When my mom was a teenager her father read her diary. I don’t recall her exact age or the consequences of that reading, but let’s just say it didn’t turn out too well for her and scarred her for life. So, when my mother discovered I had a gift for writing, she had this advice: “Don’t write down anything that you don’t want someone else to read.”

In college I took an essay writing class. My professor, Dr. Klooster, the toaster—that is how it is pronounced, after reading my first essay, which sucked, offered me this advice: “Sharon, write about what you know.” I’m not a JK Rowling, a Dan Brown, or a Stephan King---I can’t make up stories.

My next essay was about a sick visit I took my 18-month-old daughter that still to this day is one of my favorite essays. (I’ll publish that someday).

For many years, I have written—reams upon reams, journals upon journals and of course, as an English major, paper upon paper.
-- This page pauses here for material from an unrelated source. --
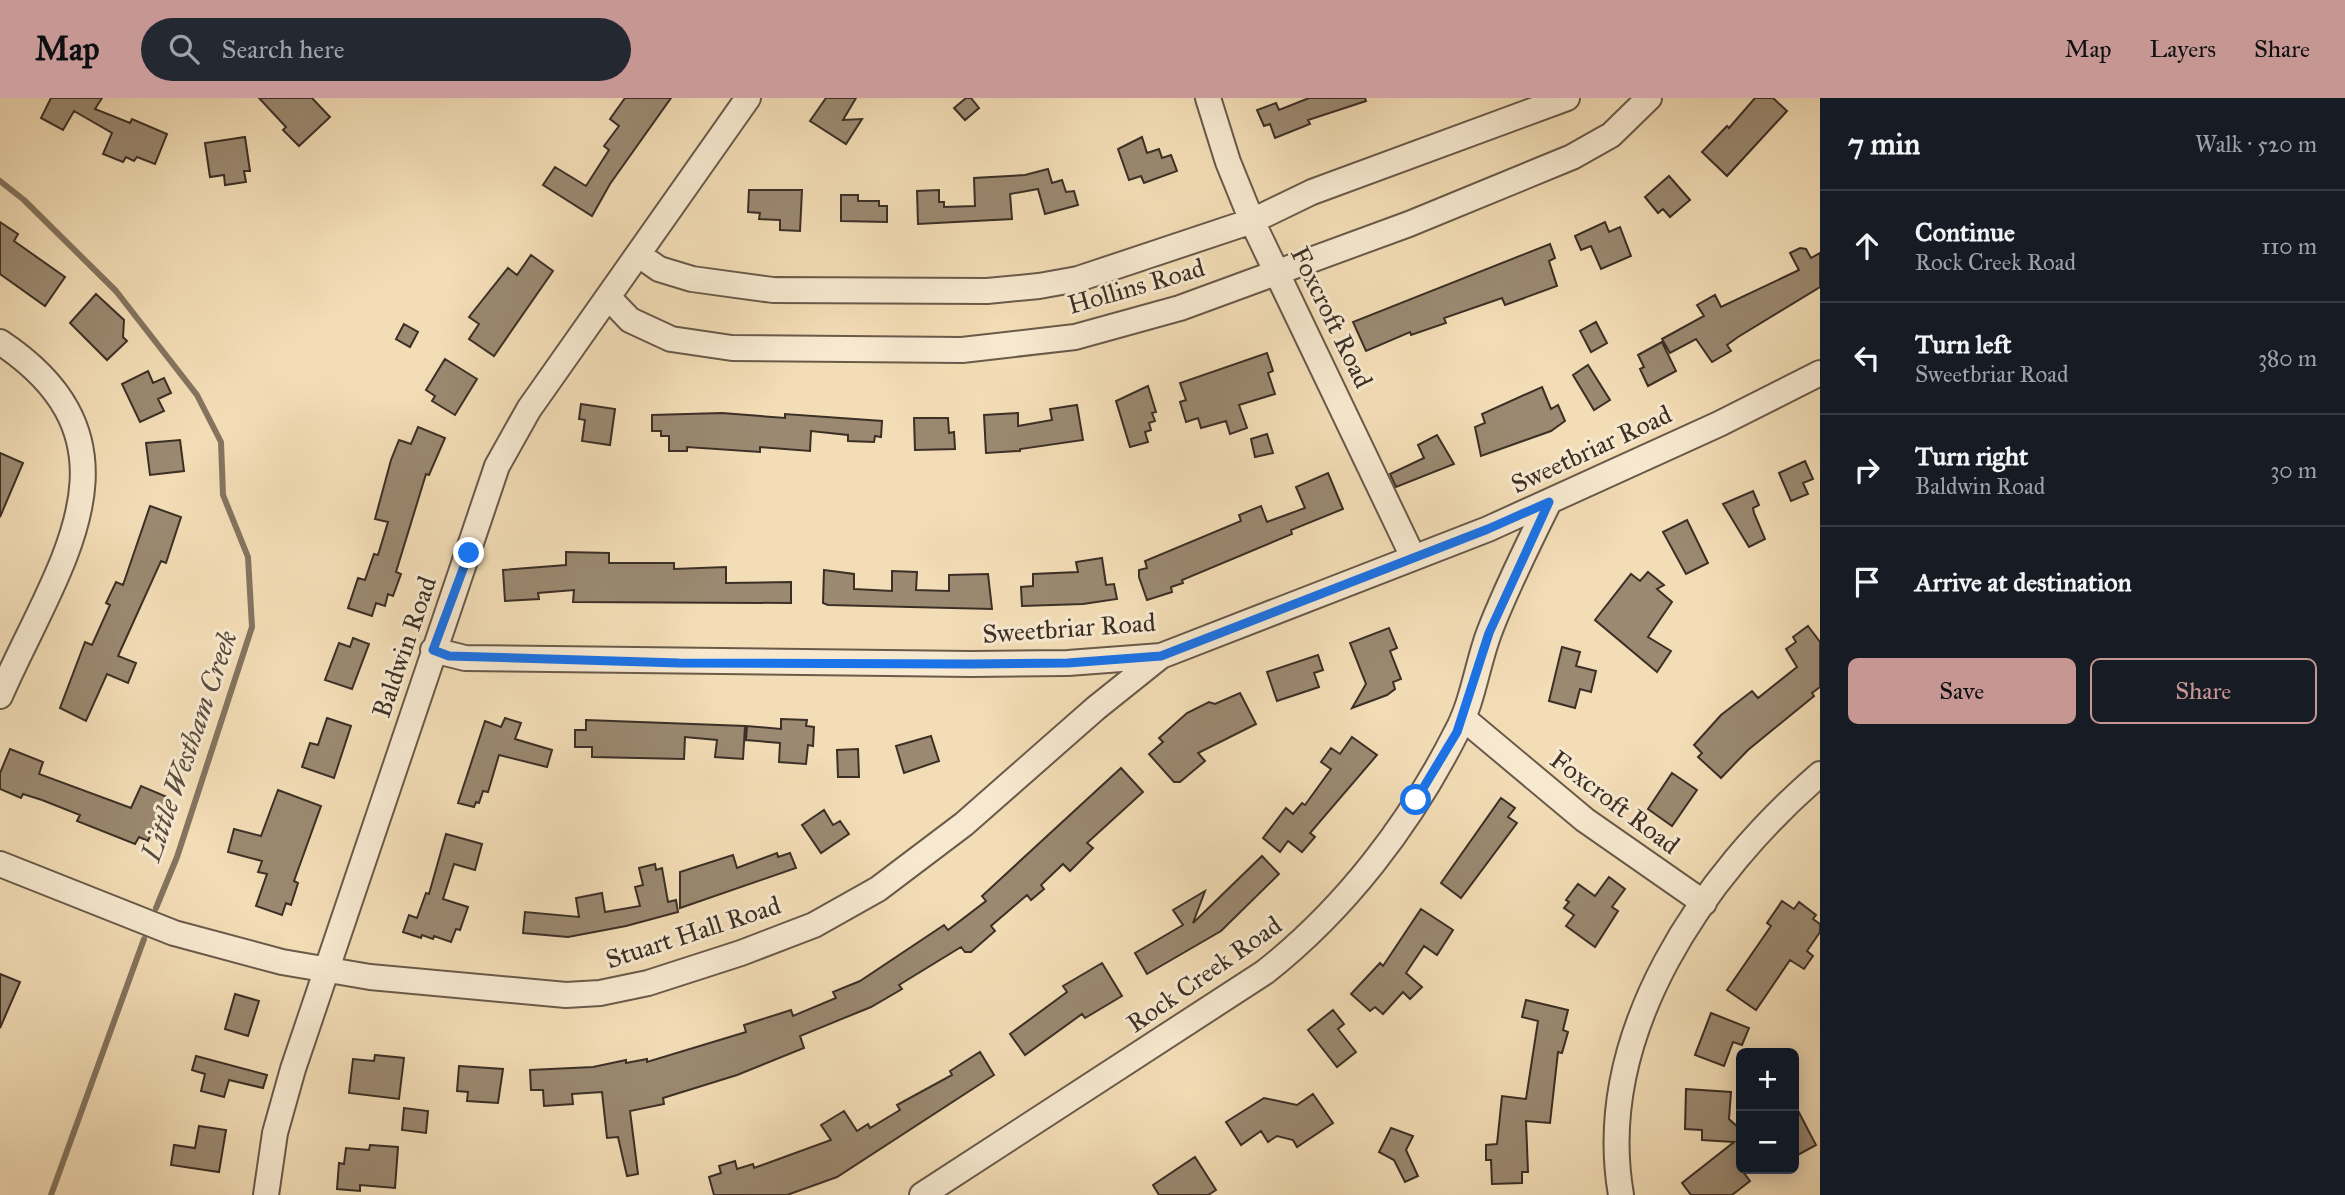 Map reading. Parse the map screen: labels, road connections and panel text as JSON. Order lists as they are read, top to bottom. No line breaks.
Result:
{"streets":{"street":["Hollins Road","Foxcroft Road","Sweetbriar Road","Baldwin Road","Stuart Hall Road","Rock Creek Road"]},"crossings":[["Hollins Road","Foxcroft Road"],["Hollins Road","Baldwin Road"],["Foxcroft Road","Sweetbriar Road"],["Foxcroft Road","Rock Creek Road"],["Sweetbriar Road","Baldwin Road"],["Sweetbriar Road","Stuart Hall Road"],["Sweetbriar Road","Rock Creek Road"],["Baldwin Road","Stuart Hall Road"]],"water":["Little Westham Creek"],"page":{"header":"Map","search":"Search here","nav":["Map","Layers","Share"],"heading":["7 min","Walk · 520 m"],"list":[["Continue","Rock Creek Road","110 m"],["Turn left","Sweetbriar Road","380 m"],["Turn right","Baldwin Road","30 m"],"Arrive at destination"],"buttons":["Save","Share"],"map_buttons":["+","−"]}} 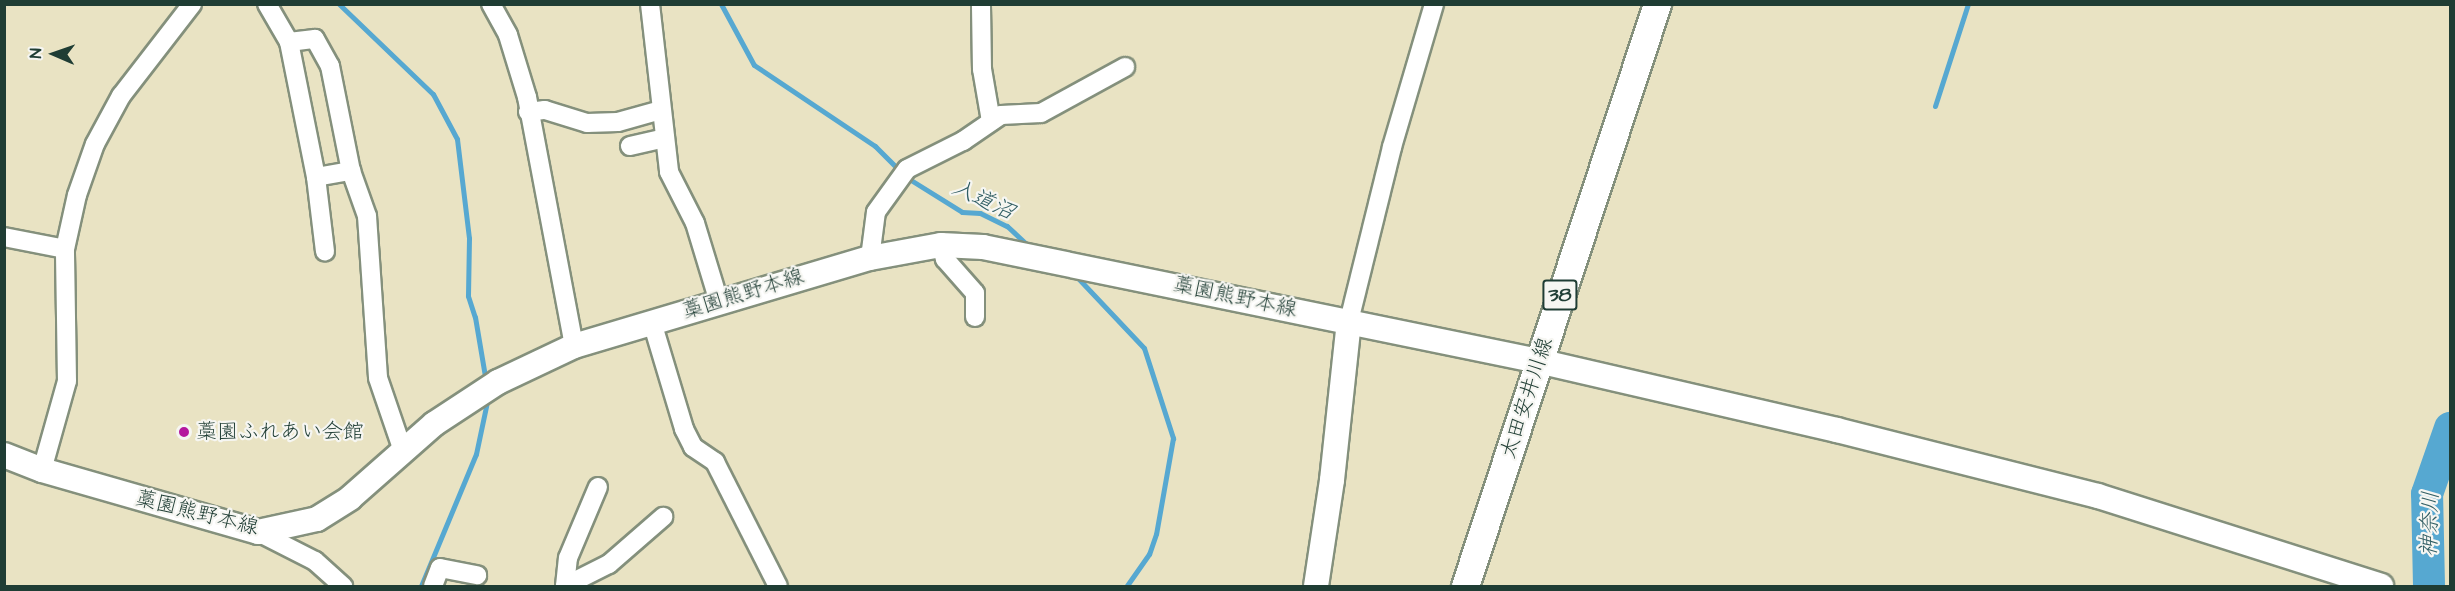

Much of what I’ve written, I’ve thrown away, in fact burned, because I never wanted anyone to read it for a variety of reasons---fear that I would hurt someone, fear that I would be ridiculed, fear that I would be judged, and fear that it wasn’t really that good. And, as a result, I didn’t write for a very, very long time.

I wish I had all those words back. But the past is the past. And, as I’ve started writing again, and most importantly publishing those words, I’ve tried not to let fear filter those words and have written from the heart.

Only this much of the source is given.